*** Opening of PROVIDED DATA ***

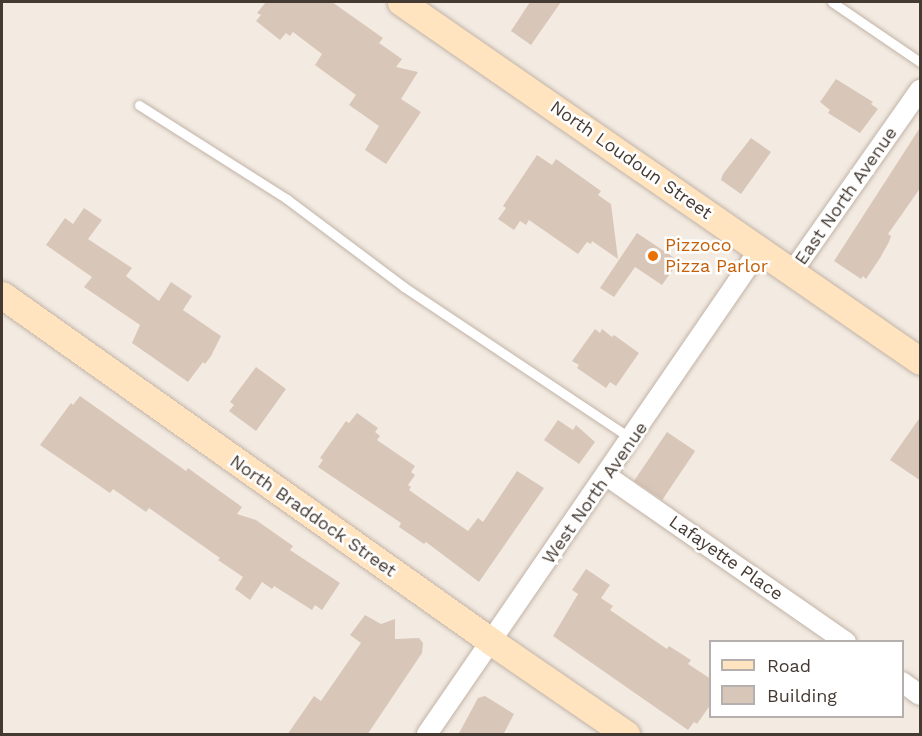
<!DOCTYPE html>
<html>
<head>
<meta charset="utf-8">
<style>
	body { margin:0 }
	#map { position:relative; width:922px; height:736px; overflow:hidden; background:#f3ebe2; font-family:"Work Sans",sans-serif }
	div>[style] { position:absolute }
	.building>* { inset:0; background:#d8c6b9; transform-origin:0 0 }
	.roads { filter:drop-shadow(0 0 2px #c2b3a7) drop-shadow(0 0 2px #c2b3a7) }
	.lane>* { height:9px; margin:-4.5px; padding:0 4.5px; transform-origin:4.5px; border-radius:4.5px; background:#fff }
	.street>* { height:20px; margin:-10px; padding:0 10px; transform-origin:10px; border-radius:10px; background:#fff }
	.secondary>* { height:27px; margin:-13.5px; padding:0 13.5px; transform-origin:13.5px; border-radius:13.5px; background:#ffe4bf }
	.dots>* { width:16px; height:16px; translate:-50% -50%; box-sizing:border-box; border:3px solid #fff; border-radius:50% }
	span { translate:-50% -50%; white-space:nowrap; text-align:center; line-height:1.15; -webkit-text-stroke:5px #fff; paint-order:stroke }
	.street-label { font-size:18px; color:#453a32 }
	.food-label { font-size:18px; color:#c56008 }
	.left { translate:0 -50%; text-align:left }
	.frame { position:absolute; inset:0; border:3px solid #453a32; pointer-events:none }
	.legend { position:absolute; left:709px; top:640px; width:195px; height:78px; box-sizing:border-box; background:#fff; border:2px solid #b5b0ad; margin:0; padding:8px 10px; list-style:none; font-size:18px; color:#453a32 }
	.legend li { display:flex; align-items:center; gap:12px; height:30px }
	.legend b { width:30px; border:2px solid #b5b0ad }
</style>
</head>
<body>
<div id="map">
	<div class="building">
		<div style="clip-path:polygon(266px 2px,332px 2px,383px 38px,379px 43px,402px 59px,396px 67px,418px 72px,401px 99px,421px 112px,386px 164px,365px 150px,379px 126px,349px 105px,356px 95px,315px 65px,322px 54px,293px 32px,290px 36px,286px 33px,280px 40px,256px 21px,261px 15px,257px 13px)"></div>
		<div style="clip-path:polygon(530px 2px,561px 2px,531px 45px,511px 31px)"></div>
		<div style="clip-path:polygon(836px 79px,873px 102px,871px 104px,878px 109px,860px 133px,828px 113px,830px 110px,820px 102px)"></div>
		<div style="clip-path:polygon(921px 126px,921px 187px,888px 234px,891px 236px,889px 242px,880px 258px,866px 279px,863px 276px,861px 279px,834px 261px)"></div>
		<div style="clip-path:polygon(751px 138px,771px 152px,741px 194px,721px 180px,723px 174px)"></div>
		<div style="clip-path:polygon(537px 155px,552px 165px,556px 159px,601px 191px,598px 195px,611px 204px,618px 259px,592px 241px,591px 244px,587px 242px,578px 254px,529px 220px,526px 225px,520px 221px,514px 230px,498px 219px,506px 208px,503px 206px)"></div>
		<div style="clip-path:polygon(84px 208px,102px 220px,88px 239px,132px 268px,126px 276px,159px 301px,171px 282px,192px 296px,183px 310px,221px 336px,211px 356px,205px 364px,203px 362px,188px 382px,132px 343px,140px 325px,84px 287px,92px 277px,46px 245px,65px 218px,73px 224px)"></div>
		<div style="clip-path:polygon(637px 233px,679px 261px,662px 285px,635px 267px,614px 297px,600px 288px)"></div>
		<div style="clip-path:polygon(595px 329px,600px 333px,602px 329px,612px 337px,614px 335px,639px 353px,616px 386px,610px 382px,606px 388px,577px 368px,579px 365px,572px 361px)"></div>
		<div style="clip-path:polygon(256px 367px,286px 389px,256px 431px,229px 411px,234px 405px,230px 402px)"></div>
		<div style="clip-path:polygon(80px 396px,186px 471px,188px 468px,210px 484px,242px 507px,237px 514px,256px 520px,293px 546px,290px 550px,340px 583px,322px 610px,315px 605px,312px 610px,274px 586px,272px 589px,262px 582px,250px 600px,235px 589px,243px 577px,218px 560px,220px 558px,149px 508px,146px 512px,113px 489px,110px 493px,40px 445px,71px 403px,73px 405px)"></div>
		<div style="clip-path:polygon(357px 413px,378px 428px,375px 432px,380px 436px,377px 440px,415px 466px,411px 472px,415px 475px,408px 485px,411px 487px,409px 490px,468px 531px,478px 518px,483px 522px,517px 471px,544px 488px,479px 582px,426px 542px,424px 544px,399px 527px,401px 523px,318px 467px,323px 460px,320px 458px,346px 421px,349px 423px)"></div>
		<div style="clip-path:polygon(921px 416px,921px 481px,890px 460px)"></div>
		<div style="clip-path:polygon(558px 420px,573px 430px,576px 425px,595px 442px,579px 464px,544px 440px)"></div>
		<div style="left:667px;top:432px;width:34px;height:59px;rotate:34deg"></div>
		<div style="clip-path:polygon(586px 569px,610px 585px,601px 598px,613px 606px,610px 610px,667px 649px,669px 646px,691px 660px,688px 664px,711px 679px,711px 704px,697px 724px,694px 722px,688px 730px,553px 636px,578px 594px,572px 590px)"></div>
		<div style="clip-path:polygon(365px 615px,381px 624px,395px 619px,395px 639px,419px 638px,423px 643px,422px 653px,367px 735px,287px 735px,314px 696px,321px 701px,361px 643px,350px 635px)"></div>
		<div style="clip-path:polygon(485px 696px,514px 714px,503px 735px,458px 735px,478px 698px)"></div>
	</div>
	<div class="roads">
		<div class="lane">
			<div style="left:832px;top:2px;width:107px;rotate:34.3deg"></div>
			<div style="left:139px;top:105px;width:175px;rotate:32.4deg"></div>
			<div style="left:287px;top:199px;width:146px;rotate:36.9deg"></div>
			<div style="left:404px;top:287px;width:272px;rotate:33.7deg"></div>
		</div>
		<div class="street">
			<div style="left:792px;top:272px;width:223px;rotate:-54.9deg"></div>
			<div style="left:607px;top:476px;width:291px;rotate:34.8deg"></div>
			<div style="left:902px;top:682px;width:22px;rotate:36deg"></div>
			<div style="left:427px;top:734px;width:588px;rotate:-55.53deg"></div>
		</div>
		<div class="secondary">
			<div style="left:401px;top:2px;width:631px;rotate:34.67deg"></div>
			<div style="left:2px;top:295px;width:600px;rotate:35.3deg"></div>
			<div style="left:492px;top:642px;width:163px;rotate:34.5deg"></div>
		</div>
	</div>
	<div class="dots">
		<div style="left:653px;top:256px;background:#e8710a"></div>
	</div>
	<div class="street-label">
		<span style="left:631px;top:160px;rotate:35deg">North Loudoun Street</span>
		<span style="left:846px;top:196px;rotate:-55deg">East North Avenue</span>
		<span style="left:595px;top:493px;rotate:-55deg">West North Avenue</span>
		<span style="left:313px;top:516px;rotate:35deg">North Braddock Street</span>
		<span style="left:726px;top:558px;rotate:35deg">Lafayette Place</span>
	</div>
	<div class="food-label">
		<span class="left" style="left:665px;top:256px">Pizzoco<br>Pizza Parlor</span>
	</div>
	<div class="frame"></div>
	<ul class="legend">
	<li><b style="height:8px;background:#ffe4bf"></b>Road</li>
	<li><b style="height:16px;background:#d8c6b9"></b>Building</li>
	</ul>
</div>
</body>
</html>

*** Close of PROVIDED DATA ***

For each line of the material that contains the word "lane", make a copy.

	.lane>* { height:9px; margin:-4.5px; padding:0 4.5px; transform-origin:4.5px; border-radius:4.5px; background:#fff }
		<div class="lane">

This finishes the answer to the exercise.